A king, however wise and good he may be, is still only a man.”

  The saga of Telemachus—a child left without a father—had innate appeal to Jackson, and Fénelon’s treatise, with its grasp of the subtleties of power and of the complexities of marrying monarchism with republicanism, was an engaging and resonant text for a man in the arena. At one point in the narrative, when Telemachus has complained of the burdens of office, Fénelon writes: “ ‘True it is,’ replied Mentor, ‘a king is only king in order to take care of his people, as a shepherd tends his flock, or a father superintends his family.… The wicked he punishes, and the good he rewards, and thus represents the gods in leading the whole human race to virtue.’ ”

  Telemachus broods on the injustices and difficulties a ruler faces. “Mentor replied to him patiently: ‘You must count on the ingratitude of mankind, and yet not be discouraged by it from doing good: you must study their welfare, not so much for their own sakes, as for the sake of the gods, who have commanded it. The good that one does is never lost; if men forget it, the gods will remember and reward it. Further, if the bulk of mankind are ungrateful, there are always some good men who will have a due sense of your virtue. Even the multitude, though fickle and capricious, does not fail sooner or later to do justice, in some measure, to true virtue.’ ”

  To some extent and to some degree, in other words, leadership is tragic. There will be disappointments and injustices and failures of imagination or of will. Jackson understood that governing was provisional—no single bill or single election would ever bring about the perfection of all things—but his experience suggested that the American people, if given world enough and time, would come to a right conclusion.

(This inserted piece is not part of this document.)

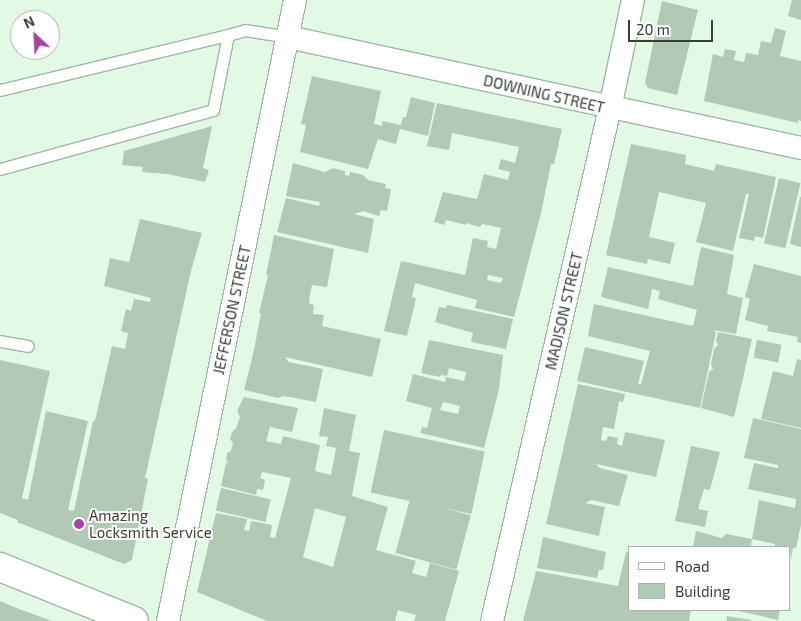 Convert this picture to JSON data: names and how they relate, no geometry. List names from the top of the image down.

  Jackson was elegiac as he began his last full year in office. He was, in Fénelon’s terms, a shepherd and a father looking both forward and backward, musing on the past and the future. “You are assembled at a period of profound interest to the American patriot,” Jackson had told Congress in his annual message in December 1835. “The unexampled growth and prosperity of our country having given us a rank in the scale of nations which removes all apprehension of danger to our integrity and independence from external foes, the career of freedom is before us.”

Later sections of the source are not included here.